Notes on the Origin of the Department

In 1895 the UW Board of Regents, after a national search, appointed Mark W. Harrington as UW President. Harrington had been Professor of Astronomy at U. of Michigan and had served as Chief of the Weather Bureau from 1891-1895. During Harrington’s tenure as President entrance requirements and standards for faculty appointments were raised, and the UW began its slow rise towards national recognition. Harrington ran into increasing trouble over thedominant role of eastern Washington in the state legislature and other policy matters, with the result that he signed in 1897. Some of his books, which he donated to the Library, still exist in the science collection.
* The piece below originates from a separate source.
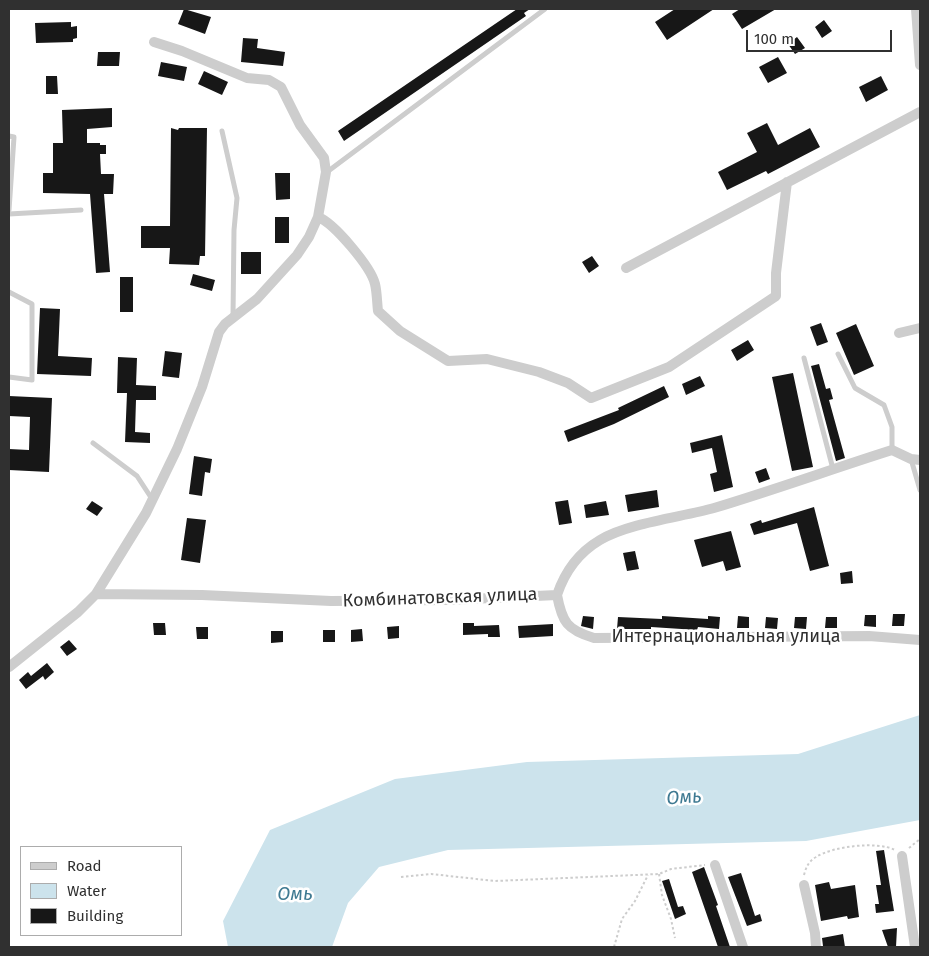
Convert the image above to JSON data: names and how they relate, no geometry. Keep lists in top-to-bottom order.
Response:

Catalogues show that by the early 1900s a course in meteorology had been introduced, perhaps by Harrington. Later catalogues indicate that in the following decades a course in meteorology or climatology was offered more or less regularly within various departments.

In 1935 Philemon Edwards Church (known universally as Phil Church or P.E. Church), who had earned an M.A. at Clark University was appointed to the Geography faculty to teach Climatology. He received his PhD. from Clark in 1937. While teaching Physical and Regional Climatology from 1935 to 1941 he was active in observational research and became one of the faculty members affiliated with the Oceanographic Laboratories. Other faculty members included Director of the Laboratories, Thomas G. Thompson, Professor of Chemistry; Clyde (?) Utterbach, Professory of Physics; Arthur Martin, Professor of Zoology; Rex Robinson, Professor of Chemistry. They used a small research vessel, the Catalyst, in a variety of research projects based in Puget Sound. Church carried out measurements of air-sea differences in temperature and humidity that led to papers given at national meetings and a number of published papers. He taught a summer course in Oceanographic Meteorology at Friday Harbor for several years. He also made systematic observations of snow depth and density at sites in the Cascades over a number of years. These several activities can be recognized as forming the base of later Departmental programs in air-sea interaction, boundary layer processes, and glaciology.

When the wartime program of training of meteorologists was instituted in 1941 Carl Rossby invited Church to teach Climatology at the University of Chicago. For the following 3 years Phil carried out observational studies over Lake Michigan using the ferry boats that regularly plied the routes from Milwaukee to Muskegon and Manitowoc to Manistee. Late in 1943 he was recruited to head the meteorological monitoring program from the Manhattan Project at Hanford. When the war ended he returned to the UW but continued active involvement in leadership of the Hanford Program.

Church’s research emphasis on physical observations tended to separate him for the rest of the Geography Department and especially from its Executive Officer. Tensions increased until in 1947 Church gained the support of Dean Lauer and President Sieg in creating a new Department of Meteorology and Climatology. William Schallert, whom Church had known as a student at Chicago, was appointed as an Instructor to teach Synoptic Meteorology and Forecasting; and Joe Mattingly from the Hanford group was appointed to a sub-faculty position, whose title I’ve forgotten. During the following year plans for the Department were further developed and a new faculty appointment was approved. The subsequent development of the Department is summarized in Chapters 2 and 8 of my Eyewitness: Evolution of the Atmospheric Sciences.